Examples in this regard include:

  • Supported by governments and the coordination of industry organizations, we can work together with industry players in industry alliances to create a development environment that encourages unity and cooperation for shared success.
  • Leveraging industry and enterprise resources, we can set up innovation laboratories in universities to develop high-quality basic research talent and industry talent to meet society's need for diverse intelligent development.
  • Allowing industry challenges and the world's most pressing problems to determine the direction of scientific research, leveraging the sturdy platforms and resources of enterprises, driven by high-quality research projects, and with the leadership of scientists, academicians, and experts, we can support promising young and mid-career scientists in conducting exploratory and original basic research. This will expand China's room for maneuver and influence worldwide in basic technology research and innovation.
  • We can also identify and develop market demands, and set up R&D and application pilots for typical industry use cases based on leading enterprises to create a virtuous cycle of application, demand, and supply.

Undoubtedly, in terms of the prospect of creating a fully intelligent world by the next decade, the ability to unite the entire industry for collaborative innovation in certain areas of focus will really make a difference. Restoring the normal business order of the semiconductor industry requires rebuilding global trust and collaboration in the global value chain. As William Xu said, we need to integrate industrial challenges and academic insight, then adopt a venture capital mindset to innovate together and build the intelligent world of 2030.
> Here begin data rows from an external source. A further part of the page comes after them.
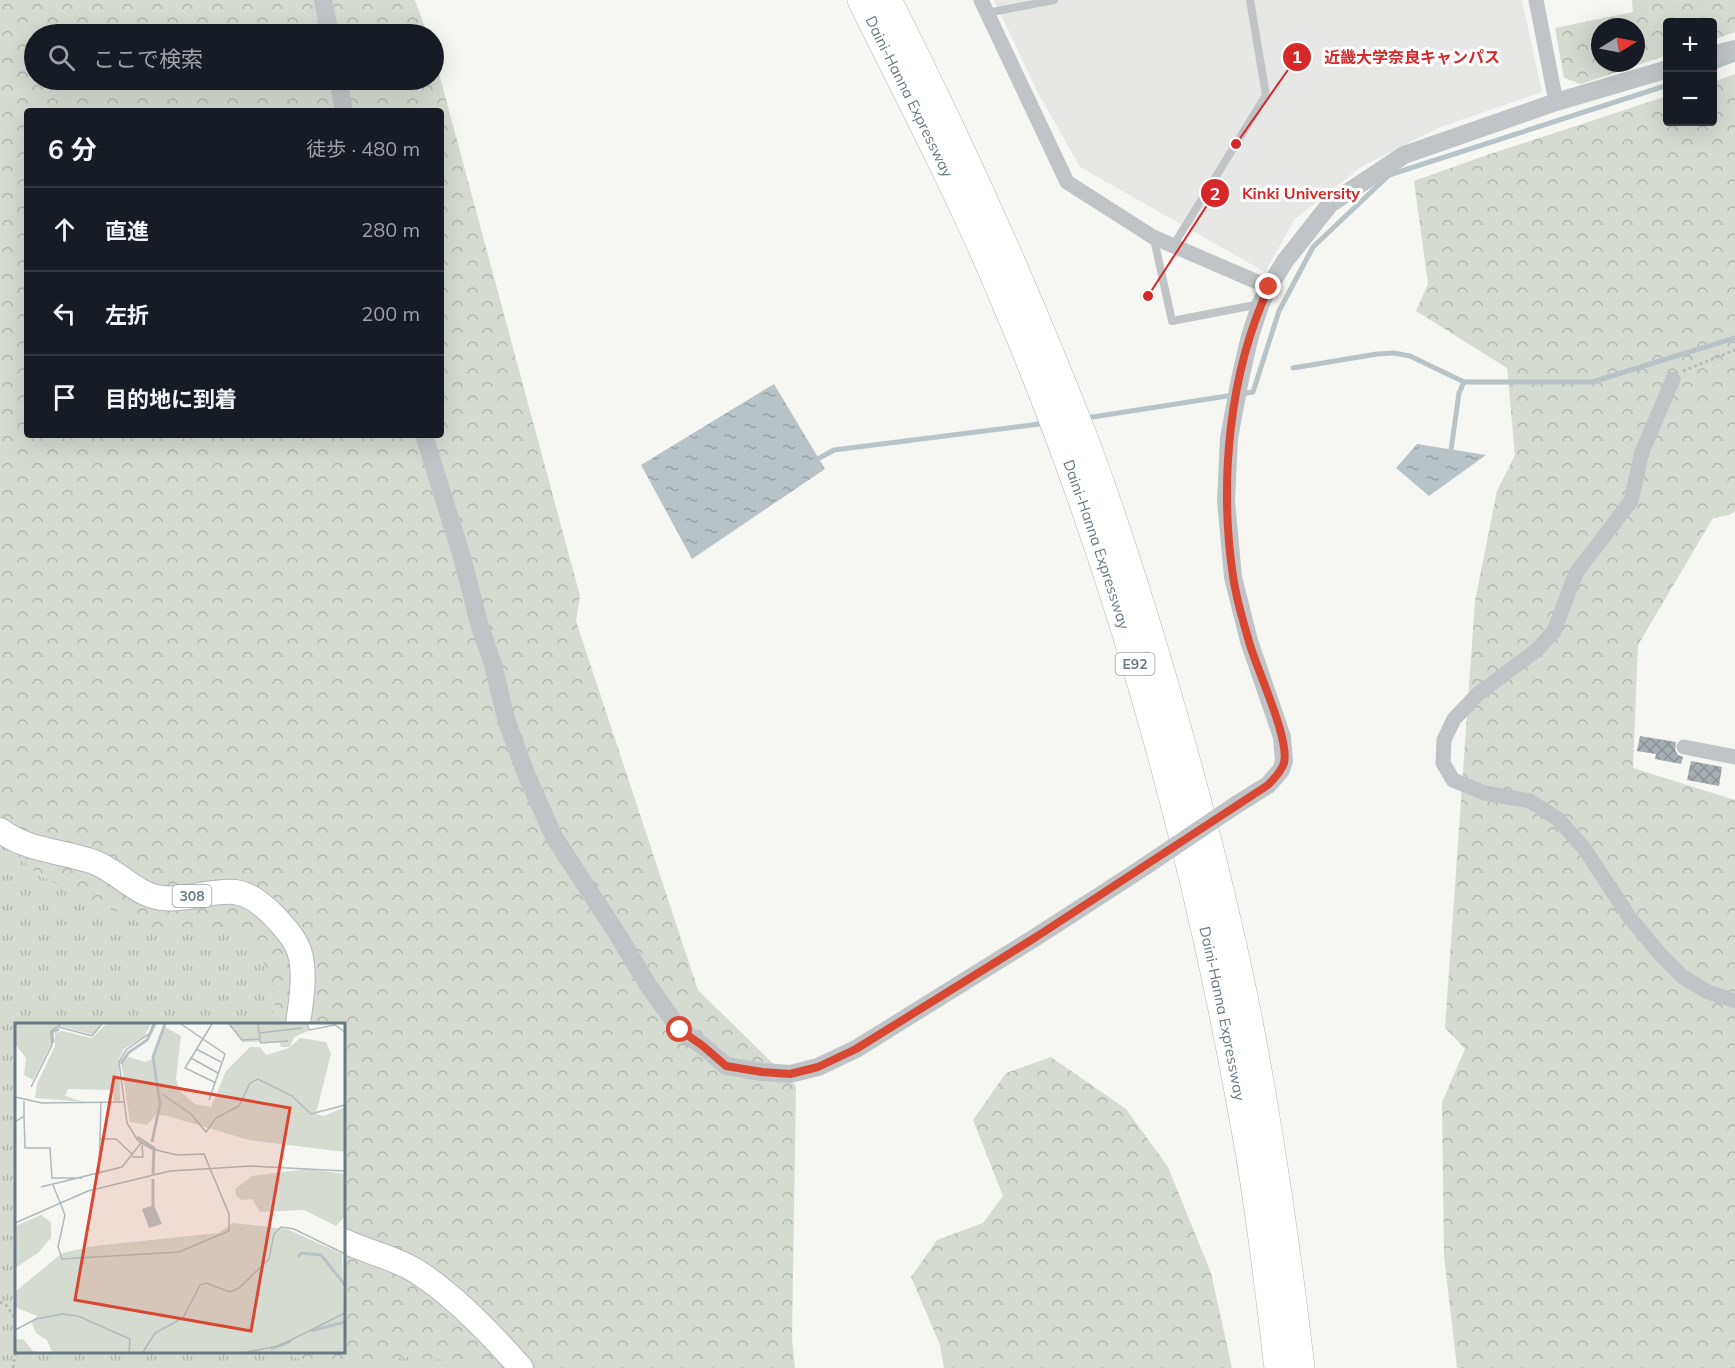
<!DOCTYPE html>
<html lang="ja">
<head>
<meta charset="utf-8">
<style>
  :root { --surface:#171b24; --page:#242831; --text:#f1f3f6; --muted:#9ea1a6; --line:#363941 }
  body { margin:0; font-family:Mulish,"Noto Sans JP",sans-serif; background:var(--page); color:var(--text) }
  .controls { position:absolute; right:18px; top:18px; display:grid; overflow:hidden; border-radius:6px; box-shadow:0 6px 24px #0002 }
  .controls button { width:54px; height:54px; display:grid; place-items:center; padding:0; border:0; border-bottom:2px solid var(--line); background:var(--surface); color:var(--text); font:30px sans-serif }
  .compass { position:absolute; left:1591px; top:18px; width:54px; height:54px; border-radius:50%; background:var(--surface); box-shadow:0 6px 24px #0002; rotate:80deg }
  .stop { position:absolute; width:18px; height:18px; margin:-14px; border:4px solid #d74732; border-radius:50%; background:#fff }
  .stop.end { background:#d74732; border-color:#fff; box-shadow:0 2px 6px #0008 }
  .list { margin:0; padding:0; list-style:none }
  h2 { display:flex; justify-content:space-between; align-items:center; height:78px; margin:0; padding:0 24px; font-size:26px }
  h2 small { font-size:20px; font-weight:400; color:var(--muted) }
  .list li { display:grid; grid-template-columns:39px 1fr auto; gap:18px; align-items:center; box-sizing:border-box; height:84px; padding:0 24px; border-top:2px solid var(--line) }
  .list b { display:block; font-size:22px; white-space:nowrap }
  .list em { font-size:20px; font-style:normal; color:var(--muted) }
  .icon { flex:none; width:33px; height:33px; fill:none; stroke:currentColor; stroke-width:2; stroke-linecap:round; stroke-linejoin:round }
  .map { position:relative; flex:none; width:1735px; height:1368px; overflow:hidden }
  .search { position:absolute; background:var(--surface); box-shadow:0 6px 24px #0002; left:24px; top:24px; width:420px; height:66px; display:flex; align-items:center; gap:15px; box-sizing:border-box; padding:0 21px; border-radius:33px; color:var(--muted); font-size:22px }
  .panel { position:absolute; background:var(--surface); box-shadow:0 6px 24px #0002; left:24px; top:108px; width:420px; height:330px; border-radius:6px }
  .map>svg:first-child { display:block }
  .built { fill:#e7e7e6 }
  .forest { fill:url(#forest-crowns); fill-rule:evenodd }
  .park { fill:url(#park-tufts) }
  .water { fill:url(#water-ripples) }
  .lines { fill:none; stroke-linecap:round; stroke-linejoin:round }
  .stream { stroke:#b7c3c6; stroke-width:5 }
  .building { fill:url(#building-cross-hatch) }
  .trunk-casing { stroke:#b1b6b8; stroke-width:26 }
  .motorway-casing { stroke:#b1b6b8; stroke-width:28 }
  .path { stroke:#b8bbbd; stroke-width:3; stroke-dasharray:3 3; stroke-linecap:butt }
  .service { stroke:#c0c4c7; stroke-width:8 }
  .minor { stroke:#c0c4c7; stroke-width:15 }
  .tertiary { stroke:#c0c4c7; stroke-width:18 }
  .trunk { stroke:#fff; stroke-width:24 }
  .motorway { stroke:#fff; stroke-width:27 }
  .tertiary-bridge { stroke:#c0c4c7; stroke-width:18 }
  .route { stroke:#d74732; stroke-width:8 }
  .labels { text-anchor:middle; stroke-width:6; stroke-linejoin:round; paint-order:stroke }
  .shield { fill:#fff; stroke:#95a1a8; stroke-width:1.5 }
  .shield-label { font-size:14px; font-weight:bold; fill:#677982 }
  .street-label { font-size:15px; fill:#677982; stroke:#fff }
  .inset-river { fill:none; stroke:#b7c3c6; stroke-width:3 }
  .inset-road { fill:none; stroke:#b0b9bc; stroke-width:1.5 }
  .view { fill:#d74732; fill-opacity:0.15; stroke:#d74732; stroke-width:3 }
  .inset-edge { fill:none; stroke:#677982; stroke-width:3 }
  .leader { fill:none; stroke:#d62828; stroke-width:2 }
  .callout-dot { fill:#d62828; stroke:#fff; stroke-width:2 }
  .mark-label { font-size:18px; text-anchor:middle; font-weight:bold; fill:#fff }
  .callout-label { font-size:16px; text-anchor:middle; font-weight:bold; fill:#d62828; stroke:#fff; stroke-width:6; stroke-linejoin:round; paint-order:stroke }
</style>
</head>
<body>
<div class="map">
<svg width="1735" height="1368" viewBox="0 0 1735 1368">
  <defs>
    <pattern id="forest-crowns" width="20" height="18" patternUnits="userSpaceOnUse" patternTransform="scale(1.5)"><rect width="20" height="18" fill="#d6dbd2"/><path d="M2 6a3 3 0 1 1 6 0M12 15a3 3 0 1 1 6 0" fill="none" stroke="#b1b6b0"/></pattern>
    <pattern id="park-tufts" width="24" height="20" patternUnits="userSpaceOnUse" patternTransform="scale(1.5)"><rect width="24" height="20" fill="#d6dbd2"/><path d="M3 7l-1-3M5 7V3M7 7l1-3M15 17l-1-3M17 17v-4M19 17l1-3" fill="none" stroke="#b1b6b0"/></pattern>
    <pattern id="water-ripples" width="26" height="14" patternUnits="userSpaceOnUse" patternTransform="scale(1.5)"><rect width="26" height="14" fill="#b7c3c6"/><path d="M2 4q2-2 4 0t4 0M15 11q2-2 4 0t4 0" fill="none" stroke="#99a3a6"/></pattern>
    <pattern id="building-cross-hatch" width="8" height="8" patternUnits="userSpaceOnUse" patternTransform="scale(1.5)"><rect width="8" height="8" fill="#a5aeb2"/><path d="M0 0l8 8M0 8l8-8" fill="none" stroke="#8a9296"/></pattern>
  </defs>
  <rect width="100%" height="100%" fill="#f6f6f3"/>
  <path class="built" d="M994 0H1522L1542 92 1438 128 1361 167 1295 219 1265 272 1080 167 1037 91Z"/>
  <g class="forest">
    <path d="M0 0H415L427 34H34V80H434V55L580 596 576 621 698 990 796 1086 792 1339 795 1368H0ZM27 111H441V435H27ZM16 1024H344V1352H16Z"/>
    <path d="M1632 0H1735V32L1713 40 1712 22H1668L1667 55 1581 84 1564 78 1555 28 1633 12ZM1600 27H1636V63H1600Z"/>
    <path d="M1735 74V511L1729 515 1713 518 1638 645 1633 768 1735 800V1368H1457L1444 1256 1442 1102 1465 1049 1445 1028 1475 601 1497 491 1515 455 1507 368 1416 311 1428 284 1414 181 1484 156 1667 96 1668 122H1712L1713 82Z"/>
    <path d="M1051 1057 1126 1109 1168 1167 1211 1273 1232 1368H944L940 1345 911 1277 937 1240 983 1223 1003 1196 973 1120 1006 1073Z"/>
  </g>
  <path class="park" d="M0 839 38 875 161 933 250 934 277 991 271 1024H16V1352H280L317 1365 409 1357 470 1362 478 1368H0Z"/>
  <g class="water">
    <path d="M774 384 825 469 692 559 641 465Z"/>
    <path d="M1417 444 1486 455 1429 496 1396 468Z"/>
  </g>
  <g class="lines">
    <g class="stream">
      <path d="M1712 68 1735 59"/>
      <path d="M1293 368 1377 354 1394 353 1410 356 1464 382H1592L1735 338"/>
      <path d="M1086 418 1253 392 1279 311 1313 247 1389 175 1668 85"/>
      <path d="M1451 450 1459 393 1464 382"/>
      <path d="M814 461 834 450 1047 423"/>
    </g>
  </g>
  <g class="building">
    <path d="M1640 736 1676 742 1675 750 1678 755 1683 757 1681 764 1655 759 1656 754 1637 751Z"/>
    <path d="M1691 761 1722 767 1719 786 1687 780Z"/>
  </g>
  <g class="lines">
    <g class="trunk-casing">
      <g id="trunk">
        <path d="M0 830C27 851 63 851 94 862 118 871 136 895 162 898 186 901 210 890 235 892 249 894 259 902 270 912 279 921 290 932 296 944 308 965 301 1001 298 1024"/>
        <path d="M344 1241C367 1252 393 1257 416 1271 453 1294 492 1335 521 1368"/>
      </g>
    </g>
    <g class="motorway-casing">
      <g id="motorway">
        <path id="s1" d="M861 0C897 73 935 146 969 220 988 260 1004 300 1021 340 1127 599 1200 871 1248 1146 1261 1219 1269 1294 1278 1368"/>
        <path d="M888 0C960 142 1025 286 1083 435 1118 527 1147 622 1174 716 1202 814 1227 912 1247 1011 1270 1129 1287 1248 1301 1368"/>
      </g>
    </g>
    <g class="path">
      <path d="M1683 371 1735 350"/>
      <path d="M0 1302 7 1306 16 1320"/>
      <path d="M13 1368 16 1349"/>
    </g>
    <g class="service">
      <path d="M987 13 1054 0"/>
      <path d="M1154 239 1172 321 1260 304"/>
      <path d="M1173 246 1266 95 1250 0"/>
    </g>
    <g class="minor">
      <path d="M981 0 1067 182 1153 237 1269 287"/>
      <path d="M1536 0 1556 102"/>
      <path d="M1673 379 1642 452 1631 501 1576 573 1554 631 1538 649 1478 694 1454 719 1444 740 1443 763 1453 780 1485 793 1530 801 1558 819 1584 848 1630 918 1659 953 1683 977 1708 992 1735 1001"/>
      <path d="M1684 747 1735 757"/>
    </g>
    <g class="tertiary">
      <path d="M323 0 330 34"/>
      <path d="M1712 55 1735 49"/>
      <path d="M338 80 344 111"/>
      <path d="M424 435 462 557 480 627 493 664 506 719 526 774 554 837 618 935 648 985 680 1030 703 1046 726 1066 762 1072 790 1074 818 1067 856 1049 1036 937 1141 869"/>
      <path d="M1236 805 1268 785 1281 770 1284 761 1282 737 1249 641 1233 577 1226 501 1229 438 1240 379 1250 336 1261 303 1269 287 1285 261 1330 204 1404 155 1556 102 1668 69"/>
    </g>
    <use href="#trunk" class="trunk"/>
    <use href="#motorway" class="motorway"/>
    <path class="tertiary-bridge" d="M1141 869 1236 805"/>
  </g>
  <g class="lines">
    <path class="route" d="M680 1030 703 1046 726 1066 762 1072 790 1074 818 1067 856 1049 1036 937 1268 785C1274 779 1281 772 1284 763 1290 737 1255 667 1248 638 1242 618 1236 597 1233 576 1219 482 1229 373 1269 287"/>
  </g>
  <g class="labels">
    <g class="shield">
      <rect x="1115.5" y="653" width="39" height="22" rx="4.5"/>
      <rect x="172.5" y="885" width="39" height="22" rx="4.5"/>
    </g>
    <g class="shield-label">
      <text x="1135" y="669">E92</text>
      <text x="192" y="901">308</text>
    </g>
    <g class="street-label">
      <text dy="5" stroke="none"><textPath href="#s1" startOffset="108">Daini-Hanna Expressway</textPath></text>
      <text dy="5" stroke="none"><textPath href="#s1" startOffset="594">Daini-Hanna Expressway</textPath></text>
      <text dy="5" stroke="none"><textPath href="#s1" startOffset="1080">Daini-Hanna Expressway</textPath></text>
    </g>
  </g>
  <g transform="translate(15 1023)">
    <rect width="330" height="330" fill="#f6f6f3"/>
    <path d="M91 1H136L129 14 109 26 104 36 105 78H99L98 67 53 66 50 73 69 79 20 75 22 61 40 23V10L47 8 77 15ZM150 4 166 13 161 56 165 68 180 81 196 84 211 48 235 24H245L251 32 274 25 285 15 311 19 316 31 301 91 309 93 330 84V129L234 117 153 93 141 92 132 102 115 99 106 38 110 33 130 39 138 36ZM291 146 330 151V193L321 203 289 187 245 189 237 176 226 177 221 172 220 166 237 153ZM26 192 36 199V215L23 230 0 245V203ZM218 200 272 206 327 231 330 329H37L32 317 21 310 17 300 22 293 0 284V269L47 230 79 223 203 210ZM8 316 18 328 22 329H0V317Z" fill="#d6dbd2"/>
    <path d="M214 1H291L293 8 279 14 275 24H266L264 19H227Z" fill="#d6dbd2"/>
    <path d="M0 1H86L78 12 46 3 36 8V22L18 57 9 52 11 35 0 21ZM270 220 306 231 325 246 330 329H133L145 312 173 292 186 266 194 264 208 270 215 277 239 273 246 248Z" fill="#d6dbd2"/>
    <path d="M139 182 147 201 134 205 127 186Z" fill="#b7c3c6"/>
    <path class="inset-river" d="M38 20 37 9 44 6M106 41 113 30 132 17 140 1M122 114 139 125 138 151M137 119 145 81 138 34 150 1M138 156V184M283 234 286 230 306 232 330 262M296 308 330 299M256 326 276 318"/>
    <path class="inset-road" d="M166 1 210 31 194 77M197 1 170 45 201 60M214 1 227 17 245 16 243 1M292 1 294 7 320 2 330 9M44 4 77 13 87 1M244 10 287 5M244 16 246 20 273 18M181 26 206 39M176 35 203 50M16 64 37 22 36 8 46 1M147 71 176 91 191 109 201 95 224 83 235 60 243 56 277 73 296 91 330 82M0 74 27 80 108 79M9 93 10 125H35L37 155H67M0 99 9 93V78M84 116H101L118 132M117 134H128L127 122M84 151 86 80M38 162 50 192 43 224 47 236 164 229 214 208V191L189 131 162 132 137 126 123 118 112 100 104 39 111 27 135 10 138 1M26 164 107 144 126 120M0 200 73 168 155 148 236 143 330 148M0 307 21 296 47 291 63 293 115 316 114 329M128 329 140 310 168 295 185 262 191 260 215 269 224 265 254 236 259 211 266 204 279 206 330 231M232 329 264 323 330 290"/>
    <path class="view" d="M99 54 275 85 236 308 60 277Z"/>
    <rect width="330" height="330" class="inset-edge"/>
  </g>
  <path class="leader" d="M1236 144L1297 57M1148 296L1215 193"/>
  <g class="callout-dot">
    <circle cx="1236" cy="144" r="6"/>
    <circle cx="1148" cy="296" r="6"/>
    <circle cx="1297" cy="57" r="15"/>
    <circle cx="1215" cy="193" r="15"/>
  </g>
  <g class="mark-label">
    <text x="1297" y="63">1</text>
    <text x="1215" y="200">2</text>
  </g>
  <g class="callout-label">
    <text x="1412" y="63">近畿大学奈良キャンパス</text>
    <text x="1301" y="199">Kinki University</text>
  </g>
</svg>
<div class="controls">
<button>+</button>
<button>−</button>
</div>
<svg class="compass" viewBox="-18 -18 36 36"><path d="M0-13l5 13h-10z" fill="#e53935"/><path d="M0 13l5-13h-10z" fill="#9ea1a6"/></svg>
<div class="stop" style="left:680px;top:1030px"></div>
<div class="stop end" style="left:1269px;top:287px"></div>
<div class="search"><svg class="icon" aria-label="search" viewBox="0 0 24 24"><circle cx="10" cy="10" r="6"/><path d="M15 15l6 6"/></svg>ここで検索</div>
<section class="panel">
<h2>6 分<small>徒歩 · 480 m</small></h2>
<ul class="list">
<li><svg class="icon" aria-label="ahead" viewBox="0 0 24 24"><path d="M12 20V5M6 11l6-6 6 6"/></svg><div><b>直進</b></div><em>280 m</em></li>
<li><svg class="icon" aria-label="left" viewBox="0 0 24 24"><path d="M17 20v-9H6M10 6l-5 5 5 5"/></svg><div><b>左折</b></div><em>200 m</em></li>
<li><svg class="icon" aria-label="arrive" viewBox="0 0 24 24"><path d="M6 21V4h12l-3 4 3 4H6"/></svg><div><b>目的地に到着</b></div></li>
</ul>
</section>
</div>
</body>
</html>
In the current environment, this trust and cooperation will not be easy to restore, but with the powerful vision of an intelligent world to guide us, we believe that humanity is bound to reach a consensus.

In his book Intelligent Age, Wu Jun said that in past technological revolutions, a person, an enterprise, or even a country had only two options: join the wave and become one of the top 2%, or wait and hesitate, and then be eliminated. How can we become one of the 2% today? The simple answer is that we must ride the waves of the Intelligent Revolution.